### Raw data
__________________________________________________
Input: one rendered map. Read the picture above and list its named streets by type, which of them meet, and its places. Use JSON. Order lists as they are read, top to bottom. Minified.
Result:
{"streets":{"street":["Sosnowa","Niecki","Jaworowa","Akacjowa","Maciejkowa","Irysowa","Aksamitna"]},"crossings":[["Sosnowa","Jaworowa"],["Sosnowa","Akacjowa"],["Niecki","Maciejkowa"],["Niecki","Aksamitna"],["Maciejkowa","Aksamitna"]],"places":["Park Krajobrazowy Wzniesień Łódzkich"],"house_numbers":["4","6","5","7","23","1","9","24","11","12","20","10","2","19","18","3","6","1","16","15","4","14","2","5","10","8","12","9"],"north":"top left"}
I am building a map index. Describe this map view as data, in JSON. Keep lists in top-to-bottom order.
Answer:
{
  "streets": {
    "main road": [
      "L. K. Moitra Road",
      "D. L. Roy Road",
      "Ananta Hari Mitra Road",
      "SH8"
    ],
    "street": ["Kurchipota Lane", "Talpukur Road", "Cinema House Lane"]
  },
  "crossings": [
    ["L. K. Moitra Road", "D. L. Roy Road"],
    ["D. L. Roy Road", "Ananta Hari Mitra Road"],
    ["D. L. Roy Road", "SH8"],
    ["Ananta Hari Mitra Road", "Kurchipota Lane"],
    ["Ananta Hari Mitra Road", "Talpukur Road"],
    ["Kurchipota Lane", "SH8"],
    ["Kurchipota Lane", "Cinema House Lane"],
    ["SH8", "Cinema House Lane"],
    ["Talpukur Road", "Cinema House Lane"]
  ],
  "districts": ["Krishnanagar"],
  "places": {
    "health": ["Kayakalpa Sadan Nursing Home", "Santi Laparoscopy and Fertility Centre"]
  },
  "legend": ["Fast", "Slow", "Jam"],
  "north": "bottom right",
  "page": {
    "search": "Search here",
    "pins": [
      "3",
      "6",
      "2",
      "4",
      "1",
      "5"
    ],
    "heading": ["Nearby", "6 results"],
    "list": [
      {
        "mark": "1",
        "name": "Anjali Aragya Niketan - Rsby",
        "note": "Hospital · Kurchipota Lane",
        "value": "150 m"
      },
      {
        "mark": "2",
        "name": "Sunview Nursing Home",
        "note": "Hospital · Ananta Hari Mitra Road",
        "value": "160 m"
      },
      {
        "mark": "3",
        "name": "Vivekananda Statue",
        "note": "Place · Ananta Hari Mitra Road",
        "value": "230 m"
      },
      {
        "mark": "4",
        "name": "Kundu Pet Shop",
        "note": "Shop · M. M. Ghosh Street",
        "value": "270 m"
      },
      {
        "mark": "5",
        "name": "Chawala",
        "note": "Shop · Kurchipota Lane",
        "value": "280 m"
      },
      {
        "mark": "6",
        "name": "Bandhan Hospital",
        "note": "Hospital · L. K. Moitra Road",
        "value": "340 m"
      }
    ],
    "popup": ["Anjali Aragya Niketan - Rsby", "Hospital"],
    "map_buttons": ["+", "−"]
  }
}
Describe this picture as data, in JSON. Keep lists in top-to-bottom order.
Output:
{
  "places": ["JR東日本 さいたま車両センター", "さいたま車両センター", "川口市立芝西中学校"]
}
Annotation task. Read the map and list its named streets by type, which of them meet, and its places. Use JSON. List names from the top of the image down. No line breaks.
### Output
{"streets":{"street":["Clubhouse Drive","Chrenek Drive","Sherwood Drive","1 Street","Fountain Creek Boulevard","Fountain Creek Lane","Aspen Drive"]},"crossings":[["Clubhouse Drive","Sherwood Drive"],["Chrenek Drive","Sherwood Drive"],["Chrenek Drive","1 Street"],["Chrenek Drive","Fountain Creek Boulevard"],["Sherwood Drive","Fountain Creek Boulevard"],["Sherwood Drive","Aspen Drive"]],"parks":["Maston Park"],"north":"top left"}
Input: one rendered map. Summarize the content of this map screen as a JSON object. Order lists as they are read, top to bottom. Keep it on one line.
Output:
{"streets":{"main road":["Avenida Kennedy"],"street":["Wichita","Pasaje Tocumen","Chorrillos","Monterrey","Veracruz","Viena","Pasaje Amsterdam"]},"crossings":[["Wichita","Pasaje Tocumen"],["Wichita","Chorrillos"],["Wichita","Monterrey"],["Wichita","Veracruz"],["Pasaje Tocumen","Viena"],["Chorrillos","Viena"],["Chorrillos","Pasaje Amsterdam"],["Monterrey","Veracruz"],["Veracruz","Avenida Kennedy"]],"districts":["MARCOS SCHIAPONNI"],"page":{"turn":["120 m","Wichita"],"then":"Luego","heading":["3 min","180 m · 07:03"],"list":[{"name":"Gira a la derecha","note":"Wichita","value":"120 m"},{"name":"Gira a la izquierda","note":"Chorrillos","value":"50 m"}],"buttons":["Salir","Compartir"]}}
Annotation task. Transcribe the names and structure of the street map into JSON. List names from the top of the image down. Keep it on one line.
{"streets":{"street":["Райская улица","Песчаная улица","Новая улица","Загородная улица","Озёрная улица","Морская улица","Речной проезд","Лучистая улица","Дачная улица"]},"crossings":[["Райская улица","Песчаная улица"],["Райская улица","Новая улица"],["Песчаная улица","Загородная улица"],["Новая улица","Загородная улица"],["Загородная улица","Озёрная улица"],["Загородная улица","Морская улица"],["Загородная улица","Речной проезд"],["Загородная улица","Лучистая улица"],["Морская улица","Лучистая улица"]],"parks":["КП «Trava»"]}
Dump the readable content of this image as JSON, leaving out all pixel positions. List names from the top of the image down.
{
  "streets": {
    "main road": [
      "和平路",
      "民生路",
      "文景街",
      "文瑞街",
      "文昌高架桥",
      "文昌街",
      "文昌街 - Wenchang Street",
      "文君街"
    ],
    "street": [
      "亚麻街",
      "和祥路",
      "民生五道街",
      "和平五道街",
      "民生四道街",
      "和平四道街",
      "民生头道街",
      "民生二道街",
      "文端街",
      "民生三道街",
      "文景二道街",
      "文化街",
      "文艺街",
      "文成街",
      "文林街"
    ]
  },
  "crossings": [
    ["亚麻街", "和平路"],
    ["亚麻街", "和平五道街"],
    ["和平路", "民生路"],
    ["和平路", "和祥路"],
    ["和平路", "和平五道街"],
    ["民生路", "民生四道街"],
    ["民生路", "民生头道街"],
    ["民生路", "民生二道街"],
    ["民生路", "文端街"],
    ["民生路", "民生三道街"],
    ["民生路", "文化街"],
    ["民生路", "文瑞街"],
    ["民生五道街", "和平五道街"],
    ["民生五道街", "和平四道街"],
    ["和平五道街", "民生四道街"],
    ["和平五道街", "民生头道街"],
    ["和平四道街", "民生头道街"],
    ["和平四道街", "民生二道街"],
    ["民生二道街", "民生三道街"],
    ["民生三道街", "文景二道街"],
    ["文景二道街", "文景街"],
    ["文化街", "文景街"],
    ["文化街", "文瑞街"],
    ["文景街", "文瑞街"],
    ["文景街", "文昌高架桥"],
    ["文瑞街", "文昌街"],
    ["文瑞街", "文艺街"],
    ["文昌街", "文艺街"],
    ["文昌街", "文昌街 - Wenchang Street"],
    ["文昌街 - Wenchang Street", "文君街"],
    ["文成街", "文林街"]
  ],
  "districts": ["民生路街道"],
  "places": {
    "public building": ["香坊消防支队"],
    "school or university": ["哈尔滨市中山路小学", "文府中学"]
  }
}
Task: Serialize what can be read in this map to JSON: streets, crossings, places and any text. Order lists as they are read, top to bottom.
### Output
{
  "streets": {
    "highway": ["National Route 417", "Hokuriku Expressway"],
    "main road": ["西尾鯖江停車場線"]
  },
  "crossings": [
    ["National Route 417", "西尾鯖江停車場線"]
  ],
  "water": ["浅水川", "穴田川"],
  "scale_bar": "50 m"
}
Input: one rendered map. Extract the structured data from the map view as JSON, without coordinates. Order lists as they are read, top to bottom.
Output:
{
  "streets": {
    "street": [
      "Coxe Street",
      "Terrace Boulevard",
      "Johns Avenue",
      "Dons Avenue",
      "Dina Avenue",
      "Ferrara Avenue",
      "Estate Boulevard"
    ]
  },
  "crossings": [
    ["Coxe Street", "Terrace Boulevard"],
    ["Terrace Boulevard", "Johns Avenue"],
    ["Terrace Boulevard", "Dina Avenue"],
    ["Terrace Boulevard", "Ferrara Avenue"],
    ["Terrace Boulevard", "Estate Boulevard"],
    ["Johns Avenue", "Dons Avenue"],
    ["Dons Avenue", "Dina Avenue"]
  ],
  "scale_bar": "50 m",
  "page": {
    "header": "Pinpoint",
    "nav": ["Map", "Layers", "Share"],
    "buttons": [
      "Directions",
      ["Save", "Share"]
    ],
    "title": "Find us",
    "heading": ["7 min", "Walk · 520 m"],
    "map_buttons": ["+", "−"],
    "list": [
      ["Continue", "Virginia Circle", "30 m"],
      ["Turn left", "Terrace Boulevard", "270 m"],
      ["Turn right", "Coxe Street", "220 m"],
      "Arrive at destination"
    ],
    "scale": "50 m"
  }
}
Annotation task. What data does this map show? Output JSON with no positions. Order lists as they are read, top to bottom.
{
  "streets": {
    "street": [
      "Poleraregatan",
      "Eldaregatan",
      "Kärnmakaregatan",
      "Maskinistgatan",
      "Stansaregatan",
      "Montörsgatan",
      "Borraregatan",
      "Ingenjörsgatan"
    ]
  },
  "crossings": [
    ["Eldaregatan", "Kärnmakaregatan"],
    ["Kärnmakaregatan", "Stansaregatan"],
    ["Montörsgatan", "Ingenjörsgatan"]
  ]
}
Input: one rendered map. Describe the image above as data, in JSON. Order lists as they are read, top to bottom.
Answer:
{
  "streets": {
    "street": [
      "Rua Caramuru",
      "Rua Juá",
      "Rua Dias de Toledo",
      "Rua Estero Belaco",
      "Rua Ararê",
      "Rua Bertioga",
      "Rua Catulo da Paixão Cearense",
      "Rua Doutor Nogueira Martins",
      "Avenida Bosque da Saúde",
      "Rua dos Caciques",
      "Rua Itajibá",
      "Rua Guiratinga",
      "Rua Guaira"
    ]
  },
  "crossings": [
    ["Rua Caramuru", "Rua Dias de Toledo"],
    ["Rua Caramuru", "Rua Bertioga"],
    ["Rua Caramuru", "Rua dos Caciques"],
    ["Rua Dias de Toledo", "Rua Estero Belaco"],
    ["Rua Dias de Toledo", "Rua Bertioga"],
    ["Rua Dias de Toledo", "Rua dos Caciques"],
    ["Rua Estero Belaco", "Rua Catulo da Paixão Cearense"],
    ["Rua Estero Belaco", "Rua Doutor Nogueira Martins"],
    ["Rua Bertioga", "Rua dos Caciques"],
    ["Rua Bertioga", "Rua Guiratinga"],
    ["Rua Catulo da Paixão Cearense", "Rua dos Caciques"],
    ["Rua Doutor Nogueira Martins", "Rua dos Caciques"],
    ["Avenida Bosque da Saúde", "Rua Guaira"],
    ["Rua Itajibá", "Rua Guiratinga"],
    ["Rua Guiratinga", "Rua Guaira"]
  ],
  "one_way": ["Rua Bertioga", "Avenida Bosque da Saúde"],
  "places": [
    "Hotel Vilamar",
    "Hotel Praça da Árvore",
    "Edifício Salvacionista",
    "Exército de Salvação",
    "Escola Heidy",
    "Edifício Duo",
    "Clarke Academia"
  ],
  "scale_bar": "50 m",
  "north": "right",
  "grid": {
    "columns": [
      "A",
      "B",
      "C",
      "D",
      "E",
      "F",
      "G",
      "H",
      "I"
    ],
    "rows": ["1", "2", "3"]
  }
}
__________________________________________________
### Work to be completed
Your task is to quote the lines above, beginning with the first and ending with the one that holds "I am building".

### Solution for this task
Input: one rendered map. Read the picture above and list its named streets by type, which of them meet, and its places. Use JSON. Order lists as they are read, top to bottom. Minified.
Result:
{"streets":{"street":["Sosnowa","Niecki","Jaworowa","Akacjowa","Maciejkowa","Irysowa","Aksamitna"]},"crossings":[["Sosnowa","Jaworowa"],["Sosnowa","Akacjowa"],["Niecki","Maciejkowa"],["Niecki","Aksamitna"],["Maciejkowa","Aksamitna"]],"places":["Park Krajobrazowy Wzniesień Łódzkich"],"house_numbers":["4","6","5","7","23","1","9","24","11","12","20","10","2","19","18","3","6","1","16","15","4","14","2","5","10","8","12","9"],"north":"top left"}
I am building a map index. Describe this map view as data, in JSON. Keep lists in top-to-bottom order.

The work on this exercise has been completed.